> **EXERCISE PROMPT**
Go through the records below and report each line with "style" in it.

══════════

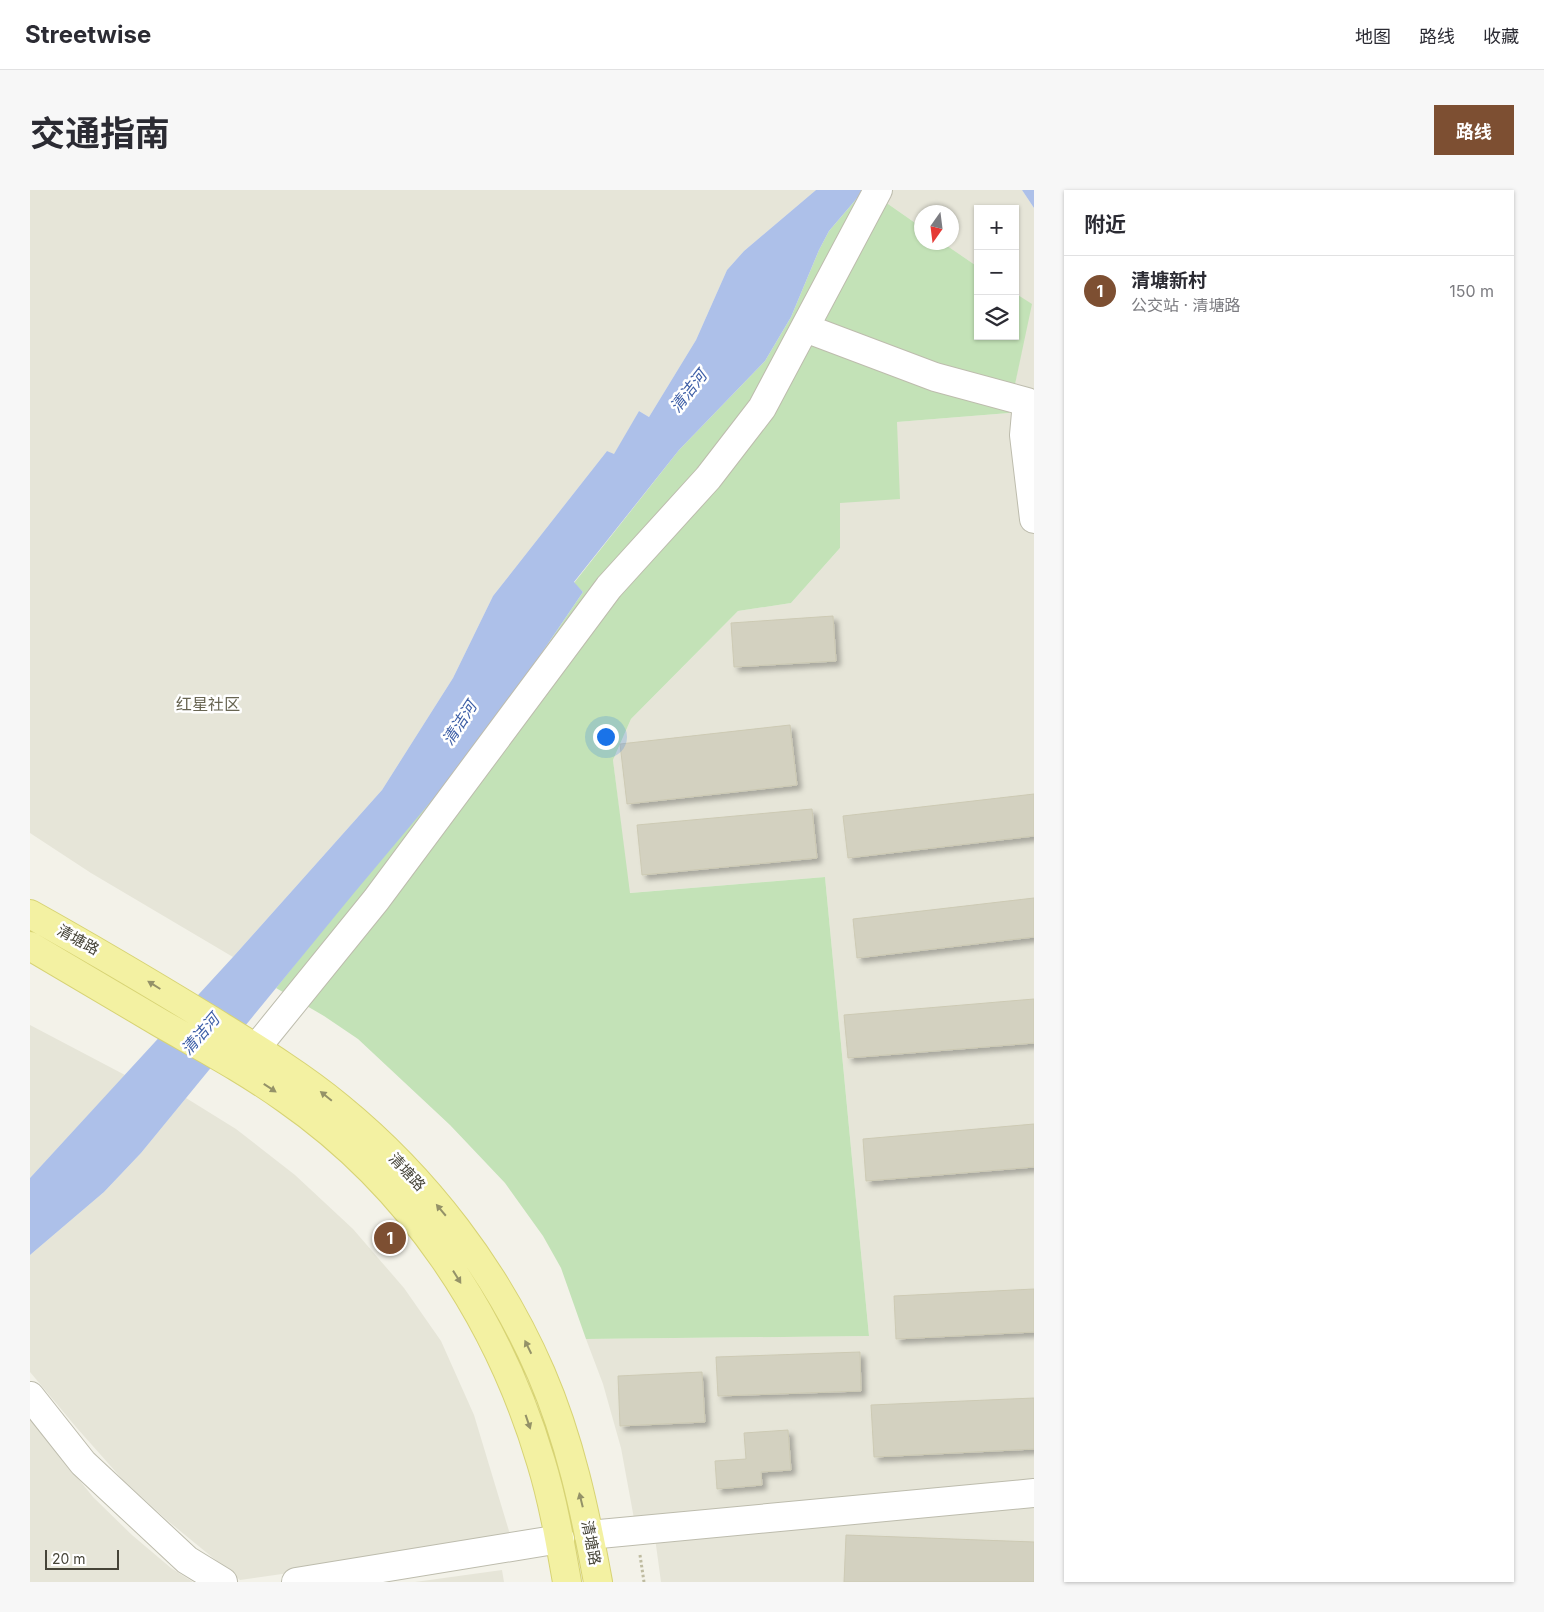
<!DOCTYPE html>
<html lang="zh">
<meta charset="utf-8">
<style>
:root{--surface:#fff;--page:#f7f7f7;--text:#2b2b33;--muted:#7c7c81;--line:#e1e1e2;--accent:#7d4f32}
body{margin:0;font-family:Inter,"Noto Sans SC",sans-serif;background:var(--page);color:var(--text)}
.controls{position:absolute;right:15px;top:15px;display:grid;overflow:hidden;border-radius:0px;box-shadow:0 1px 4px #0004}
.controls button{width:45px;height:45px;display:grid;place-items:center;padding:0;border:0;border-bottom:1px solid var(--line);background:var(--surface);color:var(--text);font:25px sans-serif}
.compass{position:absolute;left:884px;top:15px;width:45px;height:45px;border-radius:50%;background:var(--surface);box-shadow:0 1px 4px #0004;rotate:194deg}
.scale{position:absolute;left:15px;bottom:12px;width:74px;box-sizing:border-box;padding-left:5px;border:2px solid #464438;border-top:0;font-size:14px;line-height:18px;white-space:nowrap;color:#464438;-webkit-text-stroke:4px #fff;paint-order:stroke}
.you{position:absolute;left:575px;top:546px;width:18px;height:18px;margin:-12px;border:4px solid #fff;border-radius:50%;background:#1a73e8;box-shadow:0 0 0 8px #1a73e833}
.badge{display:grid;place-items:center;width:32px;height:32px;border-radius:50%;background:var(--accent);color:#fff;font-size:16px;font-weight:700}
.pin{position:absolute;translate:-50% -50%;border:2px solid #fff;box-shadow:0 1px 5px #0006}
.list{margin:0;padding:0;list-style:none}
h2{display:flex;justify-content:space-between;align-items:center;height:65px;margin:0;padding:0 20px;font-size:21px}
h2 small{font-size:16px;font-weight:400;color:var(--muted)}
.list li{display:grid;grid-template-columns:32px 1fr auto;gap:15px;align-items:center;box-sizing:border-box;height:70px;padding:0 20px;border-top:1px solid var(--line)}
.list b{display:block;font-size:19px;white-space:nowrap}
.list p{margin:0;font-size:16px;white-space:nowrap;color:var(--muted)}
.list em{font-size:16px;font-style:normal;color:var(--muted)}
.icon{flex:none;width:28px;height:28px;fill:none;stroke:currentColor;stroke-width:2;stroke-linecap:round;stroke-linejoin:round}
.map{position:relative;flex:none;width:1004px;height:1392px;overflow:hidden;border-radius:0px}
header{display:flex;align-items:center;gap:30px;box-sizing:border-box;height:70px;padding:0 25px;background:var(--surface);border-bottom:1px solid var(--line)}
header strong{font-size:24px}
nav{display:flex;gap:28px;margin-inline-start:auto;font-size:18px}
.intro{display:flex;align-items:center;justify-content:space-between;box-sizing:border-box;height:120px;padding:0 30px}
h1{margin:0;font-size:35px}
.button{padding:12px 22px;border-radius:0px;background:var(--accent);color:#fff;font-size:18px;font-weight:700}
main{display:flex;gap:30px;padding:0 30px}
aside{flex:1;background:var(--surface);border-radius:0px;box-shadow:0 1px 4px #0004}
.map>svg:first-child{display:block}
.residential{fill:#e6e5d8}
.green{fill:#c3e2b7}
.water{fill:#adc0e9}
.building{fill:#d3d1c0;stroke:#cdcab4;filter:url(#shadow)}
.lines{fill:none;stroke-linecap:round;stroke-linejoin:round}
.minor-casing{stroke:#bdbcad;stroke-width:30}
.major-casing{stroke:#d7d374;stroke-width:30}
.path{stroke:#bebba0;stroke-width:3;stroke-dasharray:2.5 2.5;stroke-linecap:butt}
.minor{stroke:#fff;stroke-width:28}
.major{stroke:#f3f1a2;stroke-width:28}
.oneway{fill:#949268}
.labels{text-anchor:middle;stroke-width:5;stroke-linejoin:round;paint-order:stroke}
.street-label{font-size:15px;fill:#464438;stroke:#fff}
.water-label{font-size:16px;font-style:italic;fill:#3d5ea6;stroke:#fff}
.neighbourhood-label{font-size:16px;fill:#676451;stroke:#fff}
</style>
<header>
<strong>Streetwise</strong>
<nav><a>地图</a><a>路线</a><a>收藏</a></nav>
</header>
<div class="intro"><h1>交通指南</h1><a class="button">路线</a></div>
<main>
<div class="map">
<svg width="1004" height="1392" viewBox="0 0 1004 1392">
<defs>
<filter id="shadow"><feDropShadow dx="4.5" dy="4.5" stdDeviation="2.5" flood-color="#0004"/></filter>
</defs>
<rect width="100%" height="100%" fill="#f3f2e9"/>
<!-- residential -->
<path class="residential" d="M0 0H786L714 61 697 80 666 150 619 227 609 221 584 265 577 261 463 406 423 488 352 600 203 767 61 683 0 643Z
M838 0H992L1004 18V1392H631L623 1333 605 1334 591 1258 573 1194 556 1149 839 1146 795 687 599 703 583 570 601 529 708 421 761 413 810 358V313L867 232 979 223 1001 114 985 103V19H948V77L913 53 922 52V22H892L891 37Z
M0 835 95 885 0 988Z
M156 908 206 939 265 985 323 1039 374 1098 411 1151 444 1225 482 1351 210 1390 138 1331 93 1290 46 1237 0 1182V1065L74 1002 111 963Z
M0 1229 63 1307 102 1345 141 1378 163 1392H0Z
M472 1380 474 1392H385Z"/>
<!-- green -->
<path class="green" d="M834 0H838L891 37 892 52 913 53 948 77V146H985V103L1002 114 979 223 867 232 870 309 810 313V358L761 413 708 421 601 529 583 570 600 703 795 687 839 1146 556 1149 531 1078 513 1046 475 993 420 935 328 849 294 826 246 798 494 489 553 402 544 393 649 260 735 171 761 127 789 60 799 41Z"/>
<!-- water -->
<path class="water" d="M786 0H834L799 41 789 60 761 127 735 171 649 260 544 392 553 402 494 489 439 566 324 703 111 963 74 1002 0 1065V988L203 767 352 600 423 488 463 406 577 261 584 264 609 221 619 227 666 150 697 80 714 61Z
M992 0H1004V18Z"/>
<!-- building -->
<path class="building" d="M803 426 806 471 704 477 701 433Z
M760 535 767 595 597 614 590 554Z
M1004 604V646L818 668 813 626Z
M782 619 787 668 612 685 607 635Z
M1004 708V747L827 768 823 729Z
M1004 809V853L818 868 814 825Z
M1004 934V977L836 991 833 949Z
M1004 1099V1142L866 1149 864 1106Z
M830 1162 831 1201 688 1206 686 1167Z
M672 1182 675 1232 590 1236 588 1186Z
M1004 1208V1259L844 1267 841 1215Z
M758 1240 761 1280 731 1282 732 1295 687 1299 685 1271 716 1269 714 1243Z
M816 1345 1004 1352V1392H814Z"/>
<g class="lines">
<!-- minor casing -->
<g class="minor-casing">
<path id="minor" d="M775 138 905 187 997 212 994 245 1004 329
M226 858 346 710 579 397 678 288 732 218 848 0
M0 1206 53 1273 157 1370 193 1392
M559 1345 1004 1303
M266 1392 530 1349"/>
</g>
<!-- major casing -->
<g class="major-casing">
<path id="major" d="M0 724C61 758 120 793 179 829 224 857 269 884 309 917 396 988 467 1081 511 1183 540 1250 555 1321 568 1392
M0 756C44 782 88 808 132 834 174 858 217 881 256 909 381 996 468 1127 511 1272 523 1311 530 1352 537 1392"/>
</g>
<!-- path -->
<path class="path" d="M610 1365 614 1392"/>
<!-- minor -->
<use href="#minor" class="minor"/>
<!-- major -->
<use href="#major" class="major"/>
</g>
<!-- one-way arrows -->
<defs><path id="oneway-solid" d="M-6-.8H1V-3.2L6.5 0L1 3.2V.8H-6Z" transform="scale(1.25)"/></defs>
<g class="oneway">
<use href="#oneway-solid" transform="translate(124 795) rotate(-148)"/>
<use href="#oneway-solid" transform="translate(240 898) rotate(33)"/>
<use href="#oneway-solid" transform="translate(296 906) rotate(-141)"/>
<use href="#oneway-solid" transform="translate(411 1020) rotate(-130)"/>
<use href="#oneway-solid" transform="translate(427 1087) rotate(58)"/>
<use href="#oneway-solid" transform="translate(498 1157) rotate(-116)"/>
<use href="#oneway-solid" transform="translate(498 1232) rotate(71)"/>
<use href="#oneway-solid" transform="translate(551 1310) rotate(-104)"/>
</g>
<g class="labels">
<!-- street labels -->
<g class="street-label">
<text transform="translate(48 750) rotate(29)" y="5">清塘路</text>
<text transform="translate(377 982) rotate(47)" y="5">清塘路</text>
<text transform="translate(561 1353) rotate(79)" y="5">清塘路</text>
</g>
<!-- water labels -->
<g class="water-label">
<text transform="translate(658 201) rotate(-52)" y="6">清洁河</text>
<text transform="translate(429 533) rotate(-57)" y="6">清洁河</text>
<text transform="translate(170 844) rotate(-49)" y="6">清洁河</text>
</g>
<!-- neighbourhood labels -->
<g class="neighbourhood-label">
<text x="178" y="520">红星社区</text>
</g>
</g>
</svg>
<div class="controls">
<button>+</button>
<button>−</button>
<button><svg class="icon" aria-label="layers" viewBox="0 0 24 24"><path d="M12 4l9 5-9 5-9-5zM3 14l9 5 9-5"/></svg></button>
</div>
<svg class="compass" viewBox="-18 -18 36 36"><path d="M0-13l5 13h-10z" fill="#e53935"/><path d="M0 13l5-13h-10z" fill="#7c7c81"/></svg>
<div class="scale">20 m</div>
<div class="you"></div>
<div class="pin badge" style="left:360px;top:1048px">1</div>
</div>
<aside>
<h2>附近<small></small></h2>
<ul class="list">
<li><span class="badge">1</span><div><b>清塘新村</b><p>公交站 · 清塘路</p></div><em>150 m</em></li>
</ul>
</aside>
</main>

══════════

> **WRITTEN SOLUTION**
<style>
.list{margin:0;padding:0;list-style:none}
.list em{font-size:16px;font-style:normal;color:var(--muted)}
.water-label{font-size:16px;font-style:italic;fill:#3d5ea6;stroke:#fff}
</style>
<div class="pin badge" style="left:360px;top:1048px">1</div>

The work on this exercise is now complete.